Hugues-Bernard Maret

Duke of Bassano, Napoleon's Secretary of State from 1811 to 1813. Journalist, diplomat, he drafted the bulletins and followed the Emperor on all campaigns. President of the Council under Louis-Philippe.

From Journalist to Secretary of State

Hugues-Bernard Maret was born at Dijon on 22 July 1763. A lawyer at the parlement of Burgundy, he embraced Revolutionary ideas. In 1789, he founded the Bulletin de l'Assemblée nationale — forerunner of Le Moniteur universel — which published accounts of the debates. His drafting talent drew attention. In 1792, he joined the Ministry of Foreign Affairs. Sent to London with Sémonville in 1793, the two ambassadors were arrested by the Austrians in Italy and held until 1795 — freed in exchange for Madame Royale, daughter of Louis XVI.

Back in France, Maret worked at Le Moniteur. In 1799, he met Bonaparte and participated in preparing 18 Brumaire. Under the Consulate, he became secretary to the consuls, then general secretary of the government. He drafted the bulletins of the Grand Army — those texts Napoleon dictated after each battle and which propagated imperial glory across Europe. Maret followed the Emperor to Austria, Prussia, Spain. In 1811, he replaced Champagny as Minister of Foreign Affairs and Secretary of State. Duke of Bassano the same year.

The Bulletins and the Russian Campaign

Maret was the bulletins man. Each victory — Austerlitz, Jena, Wagram — gave rise to a text drafted by the Emperor, formatted by Maret, disseminated across the Empire. These bulletins forged the Napoleonic legend: they minimised losses, exalted the leader's genius, presented each battle as decisive. Maret oversaw propaganda, censorship, the diffusion of good news.

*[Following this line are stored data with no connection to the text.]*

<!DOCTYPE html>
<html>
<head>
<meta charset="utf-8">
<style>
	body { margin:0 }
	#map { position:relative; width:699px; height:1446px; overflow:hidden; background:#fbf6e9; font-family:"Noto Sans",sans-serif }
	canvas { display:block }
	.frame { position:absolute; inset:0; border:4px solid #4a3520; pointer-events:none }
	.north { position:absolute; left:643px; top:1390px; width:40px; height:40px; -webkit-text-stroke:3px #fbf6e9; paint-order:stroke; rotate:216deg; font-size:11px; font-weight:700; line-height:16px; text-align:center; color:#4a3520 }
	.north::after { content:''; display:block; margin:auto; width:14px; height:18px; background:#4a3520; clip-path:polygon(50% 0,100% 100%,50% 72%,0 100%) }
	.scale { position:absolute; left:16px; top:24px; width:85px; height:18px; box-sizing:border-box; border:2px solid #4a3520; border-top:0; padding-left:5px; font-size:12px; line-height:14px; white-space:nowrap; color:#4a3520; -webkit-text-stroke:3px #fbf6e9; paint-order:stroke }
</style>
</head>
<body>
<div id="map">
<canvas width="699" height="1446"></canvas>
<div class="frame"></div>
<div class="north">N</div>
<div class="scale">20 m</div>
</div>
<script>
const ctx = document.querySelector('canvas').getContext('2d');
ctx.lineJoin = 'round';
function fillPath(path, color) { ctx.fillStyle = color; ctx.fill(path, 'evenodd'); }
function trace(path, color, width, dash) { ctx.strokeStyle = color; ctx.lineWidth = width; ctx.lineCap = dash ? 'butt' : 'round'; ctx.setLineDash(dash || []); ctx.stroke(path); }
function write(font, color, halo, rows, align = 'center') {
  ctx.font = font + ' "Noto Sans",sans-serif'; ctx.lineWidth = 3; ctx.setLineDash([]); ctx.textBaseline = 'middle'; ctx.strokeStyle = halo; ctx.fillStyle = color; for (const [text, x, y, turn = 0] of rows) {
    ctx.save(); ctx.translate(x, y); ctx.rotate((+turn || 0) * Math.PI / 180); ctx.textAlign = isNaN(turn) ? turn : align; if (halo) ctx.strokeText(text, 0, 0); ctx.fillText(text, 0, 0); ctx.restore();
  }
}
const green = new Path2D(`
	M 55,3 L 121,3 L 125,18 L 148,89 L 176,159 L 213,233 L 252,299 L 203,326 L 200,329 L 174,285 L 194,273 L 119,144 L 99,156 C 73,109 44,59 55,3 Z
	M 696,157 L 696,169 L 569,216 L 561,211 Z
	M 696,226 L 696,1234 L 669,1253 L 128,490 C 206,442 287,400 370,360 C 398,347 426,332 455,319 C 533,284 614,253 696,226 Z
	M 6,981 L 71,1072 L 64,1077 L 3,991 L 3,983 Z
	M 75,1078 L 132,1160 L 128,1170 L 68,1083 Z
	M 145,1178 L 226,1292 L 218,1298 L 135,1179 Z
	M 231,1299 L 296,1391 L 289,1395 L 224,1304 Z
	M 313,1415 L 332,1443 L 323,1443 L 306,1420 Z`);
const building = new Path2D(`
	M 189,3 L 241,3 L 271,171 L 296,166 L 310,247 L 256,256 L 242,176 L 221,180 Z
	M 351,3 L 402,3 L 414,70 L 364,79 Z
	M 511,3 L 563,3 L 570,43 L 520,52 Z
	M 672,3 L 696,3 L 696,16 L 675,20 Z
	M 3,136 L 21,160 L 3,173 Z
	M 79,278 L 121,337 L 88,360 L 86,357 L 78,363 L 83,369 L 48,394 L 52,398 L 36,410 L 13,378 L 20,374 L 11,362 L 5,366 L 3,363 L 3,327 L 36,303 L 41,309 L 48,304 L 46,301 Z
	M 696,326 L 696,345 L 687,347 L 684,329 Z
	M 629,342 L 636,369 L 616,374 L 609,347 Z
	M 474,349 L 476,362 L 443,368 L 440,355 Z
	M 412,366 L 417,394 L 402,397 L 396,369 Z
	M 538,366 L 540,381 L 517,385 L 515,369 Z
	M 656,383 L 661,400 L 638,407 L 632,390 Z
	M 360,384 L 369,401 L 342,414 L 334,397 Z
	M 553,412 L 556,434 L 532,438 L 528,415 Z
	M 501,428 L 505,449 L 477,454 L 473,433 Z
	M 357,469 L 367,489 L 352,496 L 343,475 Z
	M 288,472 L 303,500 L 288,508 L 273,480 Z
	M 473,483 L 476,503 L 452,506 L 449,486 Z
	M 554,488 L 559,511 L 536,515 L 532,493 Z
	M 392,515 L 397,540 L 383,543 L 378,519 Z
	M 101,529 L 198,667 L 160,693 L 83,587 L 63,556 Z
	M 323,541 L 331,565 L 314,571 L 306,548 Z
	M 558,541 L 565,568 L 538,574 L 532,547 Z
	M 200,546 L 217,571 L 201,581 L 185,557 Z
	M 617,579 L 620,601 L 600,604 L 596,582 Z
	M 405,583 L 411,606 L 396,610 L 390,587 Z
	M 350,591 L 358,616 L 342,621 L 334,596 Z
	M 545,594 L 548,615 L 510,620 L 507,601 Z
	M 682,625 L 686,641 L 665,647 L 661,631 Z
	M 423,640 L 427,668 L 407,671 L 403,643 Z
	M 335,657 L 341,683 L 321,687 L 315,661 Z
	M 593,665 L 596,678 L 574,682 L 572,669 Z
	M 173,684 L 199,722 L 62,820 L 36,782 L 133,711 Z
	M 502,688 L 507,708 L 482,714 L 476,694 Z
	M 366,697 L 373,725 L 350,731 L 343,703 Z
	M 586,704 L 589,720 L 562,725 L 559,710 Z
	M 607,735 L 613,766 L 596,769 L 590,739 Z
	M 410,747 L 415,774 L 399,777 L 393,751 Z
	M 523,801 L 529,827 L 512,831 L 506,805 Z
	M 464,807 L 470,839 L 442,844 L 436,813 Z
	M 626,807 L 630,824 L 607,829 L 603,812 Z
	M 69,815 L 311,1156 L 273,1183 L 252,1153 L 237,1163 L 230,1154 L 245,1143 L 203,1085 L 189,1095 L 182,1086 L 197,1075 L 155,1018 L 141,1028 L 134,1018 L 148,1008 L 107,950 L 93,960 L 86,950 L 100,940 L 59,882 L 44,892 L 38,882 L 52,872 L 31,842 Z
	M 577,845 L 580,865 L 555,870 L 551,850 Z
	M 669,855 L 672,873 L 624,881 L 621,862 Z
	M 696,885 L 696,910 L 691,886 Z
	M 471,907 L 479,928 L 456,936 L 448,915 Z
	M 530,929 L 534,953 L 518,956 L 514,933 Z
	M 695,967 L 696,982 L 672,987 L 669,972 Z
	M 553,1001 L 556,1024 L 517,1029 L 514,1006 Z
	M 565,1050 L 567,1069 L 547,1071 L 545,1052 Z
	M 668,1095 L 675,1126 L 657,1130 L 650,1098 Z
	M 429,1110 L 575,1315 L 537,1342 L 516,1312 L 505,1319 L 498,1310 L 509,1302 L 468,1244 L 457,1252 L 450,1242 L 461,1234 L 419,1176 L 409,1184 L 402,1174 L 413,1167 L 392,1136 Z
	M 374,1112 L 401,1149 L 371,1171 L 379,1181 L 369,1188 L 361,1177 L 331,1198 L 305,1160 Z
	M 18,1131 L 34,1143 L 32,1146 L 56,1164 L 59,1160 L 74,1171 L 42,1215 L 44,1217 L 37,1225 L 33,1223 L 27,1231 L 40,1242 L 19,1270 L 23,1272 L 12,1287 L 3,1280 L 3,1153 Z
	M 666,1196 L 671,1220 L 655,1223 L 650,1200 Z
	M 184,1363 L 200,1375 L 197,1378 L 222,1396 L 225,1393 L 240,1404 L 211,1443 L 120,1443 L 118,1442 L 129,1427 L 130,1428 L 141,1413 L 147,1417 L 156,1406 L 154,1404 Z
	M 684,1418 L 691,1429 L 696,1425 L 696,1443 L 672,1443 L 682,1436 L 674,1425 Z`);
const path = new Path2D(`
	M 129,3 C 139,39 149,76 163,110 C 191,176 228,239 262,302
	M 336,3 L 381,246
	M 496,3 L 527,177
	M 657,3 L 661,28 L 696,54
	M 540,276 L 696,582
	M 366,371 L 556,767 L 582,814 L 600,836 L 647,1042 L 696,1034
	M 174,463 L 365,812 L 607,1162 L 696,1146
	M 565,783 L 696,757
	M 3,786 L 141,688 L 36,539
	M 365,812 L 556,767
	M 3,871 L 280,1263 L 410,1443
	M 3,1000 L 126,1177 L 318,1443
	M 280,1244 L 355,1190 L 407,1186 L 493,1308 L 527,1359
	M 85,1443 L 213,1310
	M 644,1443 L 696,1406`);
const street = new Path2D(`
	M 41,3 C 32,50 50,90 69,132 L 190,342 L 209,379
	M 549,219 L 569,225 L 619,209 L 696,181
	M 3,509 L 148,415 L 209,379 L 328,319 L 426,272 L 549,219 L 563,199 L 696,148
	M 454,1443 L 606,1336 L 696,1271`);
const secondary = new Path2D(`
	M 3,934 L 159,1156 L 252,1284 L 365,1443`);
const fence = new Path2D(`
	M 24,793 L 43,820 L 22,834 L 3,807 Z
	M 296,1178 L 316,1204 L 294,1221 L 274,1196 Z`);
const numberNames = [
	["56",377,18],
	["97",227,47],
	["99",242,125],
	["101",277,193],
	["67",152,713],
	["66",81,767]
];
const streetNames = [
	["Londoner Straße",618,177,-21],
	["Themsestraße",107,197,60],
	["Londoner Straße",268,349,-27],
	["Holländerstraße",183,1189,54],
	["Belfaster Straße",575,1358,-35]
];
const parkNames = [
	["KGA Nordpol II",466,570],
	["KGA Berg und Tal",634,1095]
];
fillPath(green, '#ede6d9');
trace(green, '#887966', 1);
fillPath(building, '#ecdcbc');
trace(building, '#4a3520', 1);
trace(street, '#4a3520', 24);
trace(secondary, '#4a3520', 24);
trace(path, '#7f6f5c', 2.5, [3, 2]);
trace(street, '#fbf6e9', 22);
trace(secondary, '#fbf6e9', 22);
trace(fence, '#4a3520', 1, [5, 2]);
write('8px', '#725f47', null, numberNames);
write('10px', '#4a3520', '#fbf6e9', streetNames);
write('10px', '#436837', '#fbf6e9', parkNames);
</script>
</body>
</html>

He also managed diplomatic correspondence, treaties, appointments.

In 1812, he followed Napoleon to Russia. At the Moskova, he was present at imperial headquarters. During the retreat, he guarded the archives, the files. At the Berezina, he crossed with the rest of the staff. In 1813, Napoleon replaced him with Caulaincourt at Foreign Affairs — Maret had perhaps negotiated poorly with Austria. But he remained close to power. In 1814, he witnessed the abdication at Fontainebleau. Faithful to the end, he followed the Emperor to Elba as secretary.

Restoration and July Monarchy

After Waterloo, Maret was exiled. He lived at Graz, then Trieste. In 1820, an ordinance allowed him to return to France. Under the July Monarchy, Louis-Philippe made him a peer of France, then President of the Council in November 1834 — an ephemeral mandate of a few weeks. Maret died in Paris on 13 May 1839. He was buried at Père-Lachaise.

His career illustrated the path of the Empire's servants: from revolutionary journalism to the Secretaryship of State, from drafting bulletins to accompanying Napoleon on every battlefield. Maret was neither a strategist nor a man of the salon; he was the organiser of imperial speech, the one who turned victories into narratives and narratives into legend. « Le Moniteur never lies », it was said — Maret had seen to that for fifteen years.